• **TASK PROMPT**
Your answer must consist of every line from the data below that includes the word "place".

• **DATA TO USE**

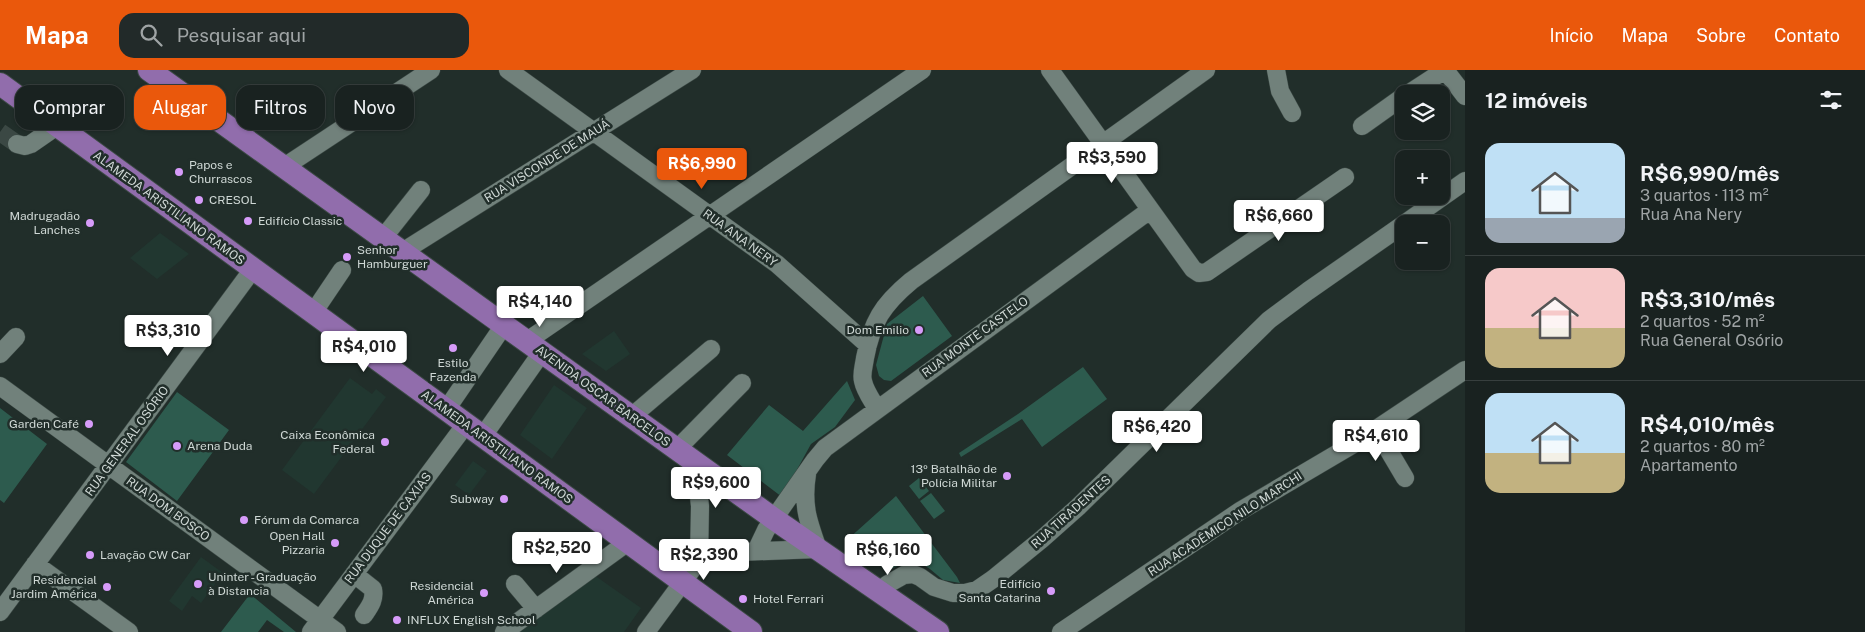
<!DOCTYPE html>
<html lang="pt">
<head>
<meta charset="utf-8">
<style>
	body { margin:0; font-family:"Public Sans",sans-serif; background:#222a29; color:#f1f3f6; height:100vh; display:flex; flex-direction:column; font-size:19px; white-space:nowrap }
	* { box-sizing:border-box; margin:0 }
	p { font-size:16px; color:#9fa4a5 }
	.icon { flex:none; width:28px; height:28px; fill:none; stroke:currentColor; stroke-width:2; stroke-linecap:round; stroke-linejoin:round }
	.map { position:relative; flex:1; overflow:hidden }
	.sheet { display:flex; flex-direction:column; background:#192220; width:400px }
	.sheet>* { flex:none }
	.top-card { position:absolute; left:15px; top:15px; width:475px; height:45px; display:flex; gap:10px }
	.fabs { position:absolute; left:1395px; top:15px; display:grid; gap:10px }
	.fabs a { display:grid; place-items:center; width:55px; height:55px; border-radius:10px; background:#192220; box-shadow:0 1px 4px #0004,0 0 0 1px #373f3e; font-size:25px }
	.price { position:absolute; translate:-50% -42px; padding:0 11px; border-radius:5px; background:#fff; color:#222; font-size:16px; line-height:32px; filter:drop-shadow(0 1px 2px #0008) }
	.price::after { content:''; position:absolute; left:50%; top:30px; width:15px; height:11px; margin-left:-8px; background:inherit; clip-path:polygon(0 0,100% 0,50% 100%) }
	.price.current { background:#ea580c; color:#fff }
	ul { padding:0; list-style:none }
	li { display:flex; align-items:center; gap:15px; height:125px; padding:0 20px }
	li+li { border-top:1px solid #373f3e }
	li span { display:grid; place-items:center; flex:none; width:140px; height:100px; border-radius:15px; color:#555 }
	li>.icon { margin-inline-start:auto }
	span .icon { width:60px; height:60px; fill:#fffc; stroke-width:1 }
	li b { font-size:21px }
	h2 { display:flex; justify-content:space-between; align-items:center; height:60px; padding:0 20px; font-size:21px }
	.tag { padding:0 18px; border-radius:15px; background:#192220; box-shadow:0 1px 4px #0004,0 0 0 1px #373f3e; font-size:18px; line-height:45px }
	.tag.current { background:#ea580c; color:#fff }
	header { display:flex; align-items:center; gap:30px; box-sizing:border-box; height:70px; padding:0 25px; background:#ea580c; color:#fff }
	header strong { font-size:24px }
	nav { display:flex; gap:28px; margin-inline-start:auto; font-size:18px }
	.search { width:350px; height:45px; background:#222a29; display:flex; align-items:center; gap:12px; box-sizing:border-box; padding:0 18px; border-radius:15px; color:#9fa4a5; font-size:19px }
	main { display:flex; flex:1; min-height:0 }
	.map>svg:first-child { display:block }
	.built { fill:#213730 }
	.green { fill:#2d5b4e }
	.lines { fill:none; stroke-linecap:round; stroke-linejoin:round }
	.minor-tunnel { stroke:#3b4844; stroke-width:18; stroke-dasharray:18 9; stroke-linecap:butt }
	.minor-casing { stroke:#3c4945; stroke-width:19 }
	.major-casing { stroke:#3c4945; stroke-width:24 }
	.minor { stroke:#71817b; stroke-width:18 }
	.major { stroke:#916dac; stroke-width:22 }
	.poi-dot { fill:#d69bf9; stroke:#212e2a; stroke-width:2 }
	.labels { text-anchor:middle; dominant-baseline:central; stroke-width:5; stroke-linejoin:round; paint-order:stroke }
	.street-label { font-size:12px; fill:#cfd8d5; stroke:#212e2a }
	.poi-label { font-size:12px; fill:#cfd8d5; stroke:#212e2a; text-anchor:start }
</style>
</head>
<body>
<header>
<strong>Mapa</strong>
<div class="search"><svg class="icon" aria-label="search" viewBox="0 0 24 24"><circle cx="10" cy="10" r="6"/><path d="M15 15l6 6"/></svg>Pesquisar aqui</div>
<nav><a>Início</a><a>Mapa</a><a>Sobre</a><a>Contato</a></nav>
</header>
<main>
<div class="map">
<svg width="1465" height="562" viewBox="0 0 1465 562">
	<rect width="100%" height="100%" fill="#212e2a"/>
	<path class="built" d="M80,14l11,8 -17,23 -11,-8z
		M160,163l29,21 -32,25 -27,-21z
		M614,261l16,23 -24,17 -24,-17z
		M350,308l22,16 4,-5 10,8 -72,97 -32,-24z
		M554,315l33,23 -35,51 -32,-24z
		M473,391l14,10 -18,24 -14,-10z
		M201,487l22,16 -22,30 -9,-7 -10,15 -13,-10z
		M594,505l47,33 -17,24h-111z"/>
	<path class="green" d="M923,226l29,40 -61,45 -7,-1 -5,-4 -3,-11 11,-41z
		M1083,297l24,32 -65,48 -20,-28 -61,38 -2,-4 59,-39z
		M847,311l8,19 -20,27 -24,17 -29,53 -55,-42 42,-50 34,26z
		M177,322l52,38 -52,71 -51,-39z
		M0,338l47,36 -43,59 -4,-3z
		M919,408l10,13 -10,8 -10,-13z
		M931,423l14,18 -11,8 -14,-18z
		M896,426l61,81 3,6 -17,-3 -13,-11 -18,-11 -24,13 -41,-31z
		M250,524l46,38h-12l-17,-12 -9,12h-37z"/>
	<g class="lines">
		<path class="minor-tunnel" d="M0,62l17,12"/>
		<g class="minor-casing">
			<path id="minor" d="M508,0l269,194 91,81
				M1050,0l143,199 6,4 8,-1 138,-95
				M1276,0l4,21 12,22
				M1445,0l20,26
				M1408,24l37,-24
				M1362,56l42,-30
				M17,74l8,2 6,-2 26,-18
				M284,97l147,-97
				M1404,154l61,-43
				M383,168l38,-48
				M402,182l290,-182
				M313,243l29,-43
				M527,271l395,-271
				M0,284l16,-17
				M0,316l337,246
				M877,339c-5,-9 -12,-18 -14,-28 -2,-7 1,-15 2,-23 7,-36 17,-53 46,-77l295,-211
				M446,340l58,-85
				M631,347l80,-68
				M1376,359l29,49
				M483,366l59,-84
				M677,379l65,-66
				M695,391l5,45 -1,54
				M756,481l10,-21 49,-70 10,-12 325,-238
				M699,490l40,-8 79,-3c-10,-28 -16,-44 -11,-75
				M35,494l94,68
				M354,504l19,15c2,11 -3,17 -9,26
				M515,514l21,25
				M878,522l10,-8 16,-9 9,-1 7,3 14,10 19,6h12l12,-3 16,-11 49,-40 36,-32 191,-187 39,-29 96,-67
				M0,542l253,-343
				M311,562l155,-208
				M504,562l124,-90
				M646,562l53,-72
				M1061,562l179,-121 117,-69 108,-72"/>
		</g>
		<g class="major-casing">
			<path id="major" d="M149,0l625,449 164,113
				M0,14l751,548"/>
		</g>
		<use href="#minor" class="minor"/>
		<use href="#major" class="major"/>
	</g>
	<g class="poi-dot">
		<circle cx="179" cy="102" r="5"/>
		<circle cx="199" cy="130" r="5"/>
		<circle cx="248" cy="151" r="5"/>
		<circle cx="90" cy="153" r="5"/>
		<circle cx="347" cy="187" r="5"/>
		<circle cx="919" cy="260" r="5"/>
		<circle cx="453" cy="278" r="5"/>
		<circle cx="89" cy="354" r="5"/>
		<circle cx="385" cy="372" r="5"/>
		<circle cx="177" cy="376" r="5"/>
		<circle cx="1007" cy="406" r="5"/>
		<circle cx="504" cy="429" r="5"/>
		<circle cx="244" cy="450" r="5"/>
		<circle cx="335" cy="473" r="5"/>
		<circle cx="90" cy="485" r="5"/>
		<circle cx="198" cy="514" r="5"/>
		<circle cx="107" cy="517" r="5"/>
		<circle cx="1051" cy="521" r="5"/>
		<circle cx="484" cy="523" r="5"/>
		<circle cx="743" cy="529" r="5"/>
		<circle cx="397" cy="550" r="5"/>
	</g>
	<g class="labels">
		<g class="street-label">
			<text transform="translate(547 91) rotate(-32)">RUA VISCONDE DE MAUÁ</text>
			<text transform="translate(169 138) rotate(36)">ALAMEDA ARISTILIANO RAMOS</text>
			<text transform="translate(740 168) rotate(36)">RUA ANA NERY</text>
			<text transform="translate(975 267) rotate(-36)">RUA MONTE CASTELO</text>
			<text transform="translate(603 326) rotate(36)">AVENIDA OSCAR BARCELOS</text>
			<text transform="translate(127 371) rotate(-54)">RUA GENERAL OSÓRIO</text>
			<text transform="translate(497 377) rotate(36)">ALAMEDA ARISTILIANO RAMOS</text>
			<text transform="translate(168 439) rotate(36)">RUA DOM BOSCO</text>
			<text transform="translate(1071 442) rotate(-42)">RUA TIRADENTES</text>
			<text transform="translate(1225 454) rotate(-33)">RUA ACADÊMICO NILO MARCHI</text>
			<text transform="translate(388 458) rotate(-53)">RUA DUQUE DE CAXIAS</text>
		</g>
		<g class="poi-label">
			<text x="189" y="95">Papos e<tspan x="189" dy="14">Churrascos</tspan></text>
			<text x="209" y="130">CRESOL</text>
			<text x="80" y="146" text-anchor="end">Madrugadão<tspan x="80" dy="14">Lanches</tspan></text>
			<text x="258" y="151">Edifício Classic</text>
			<text x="357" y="180">Senhor<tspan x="357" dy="14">Hamburguer</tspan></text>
			<text x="909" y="260" text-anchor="end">Dom Emilio</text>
			<text x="453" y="293" text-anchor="middle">Estilo<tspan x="453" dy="14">Fazenda</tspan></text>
			<text x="79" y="354" text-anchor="end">Garden Café</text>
			<text x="375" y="365" text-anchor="end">Caixa Econômica<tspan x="375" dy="14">Federal</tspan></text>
			<text x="187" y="376">Arena Duda</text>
			<text x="997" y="399" text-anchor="end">13º Batalhão de<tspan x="997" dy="14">Polícia Militar</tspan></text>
			<text x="494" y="429" text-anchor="end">Subway</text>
			<text x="254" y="450">Fórum da Comarca</text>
			<text x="325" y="466" text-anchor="end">Open Hall<tspan x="325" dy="14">Pizzaria</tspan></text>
			<text x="100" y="485">Lavação CW Car</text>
			<text x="208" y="507">Uninter - Graduação<tspan x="208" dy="14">à Distancia</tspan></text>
			<text x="97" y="510" text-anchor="end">Residencial<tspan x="97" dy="14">Jardim América</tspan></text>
			<text x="1041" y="514" text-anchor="end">Edifício<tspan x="1041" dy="14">Santa Catarina</tspan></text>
			<text x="474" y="516" text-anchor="end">Residencial<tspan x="474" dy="14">América</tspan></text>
			<text x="753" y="529">Hotel Ferrari</text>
			<text x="407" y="550">INFLUX English School</text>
		</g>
	</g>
</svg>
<div class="fabs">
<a><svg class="icon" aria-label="layers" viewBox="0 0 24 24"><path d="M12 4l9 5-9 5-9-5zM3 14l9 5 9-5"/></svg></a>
<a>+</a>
<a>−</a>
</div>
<b class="price" style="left:1112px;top:114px">R$3,590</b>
<b class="price current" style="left:702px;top:120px">R$6,990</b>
<b class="price" style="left:1279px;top:172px">R$6,660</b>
<b class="price" style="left:540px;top:258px">R$4,140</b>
<b class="price" style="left:168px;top:287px">R$3,310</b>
<b class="price" style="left:364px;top:303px">R$4,010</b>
<b class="price" style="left:1157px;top:383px">R$6,420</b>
<b class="price" style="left:1376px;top:392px">R$4,610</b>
<b class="price" style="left:716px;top:439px">R$9,600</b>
<b class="price" style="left:557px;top:504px">R$2,520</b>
<b class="price" style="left:888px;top:506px">R$6,160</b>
<b class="price" style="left:704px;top:511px">R$2,390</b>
<div class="top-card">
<a class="tag">Comprar</a>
<a class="tag current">Alugar</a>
<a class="tag">Filtros</a>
<a class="tag">Novo</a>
</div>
</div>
<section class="sheet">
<h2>12 imóveis<svg class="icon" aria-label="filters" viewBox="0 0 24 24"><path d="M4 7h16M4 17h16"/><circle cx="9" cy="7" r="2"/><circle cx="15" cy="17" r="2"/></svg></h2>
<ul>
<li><span style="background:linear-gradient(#bfe0f5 75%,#9aa5b1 0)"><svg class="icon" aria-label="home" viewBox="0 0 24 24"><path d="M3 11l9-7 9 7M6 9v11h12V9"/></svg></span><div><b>R$6,990/mês</b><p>3 quartos · 113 m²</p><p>Rua Ana Nery</p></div></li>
<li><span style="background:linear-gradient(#f6c9c9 60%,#c2b280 0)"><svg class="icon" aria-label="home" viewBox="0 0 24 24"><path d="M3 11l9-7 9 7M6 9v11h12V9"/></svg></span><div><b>R$3,310/mês</b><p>2 quartos · 52 m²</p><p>Rua General Osório</p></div></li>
<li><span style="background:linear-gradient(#bfe0f5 60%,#c2b280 0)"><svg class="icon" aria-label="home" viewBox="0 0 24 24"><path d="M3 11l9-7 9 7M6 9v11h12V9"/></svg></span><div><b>R$4,010/mês</b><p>2 quartos · 80 m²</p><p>Apartamento</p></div></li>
</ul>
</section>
</main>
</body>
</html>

• **COMPLETED EXERCISE**
	.fabs a { display:grid; place-items:center; width:55px; height:55px; border-radius:10px; background:#192220; box-shadow:0 1px 4px #0004,0 0 0 1px #373f3e; font-size:25px }
	li span { display:grid; place-items:center; flex:none; width:140px; height:100px; border-radius:15px; color:#555 }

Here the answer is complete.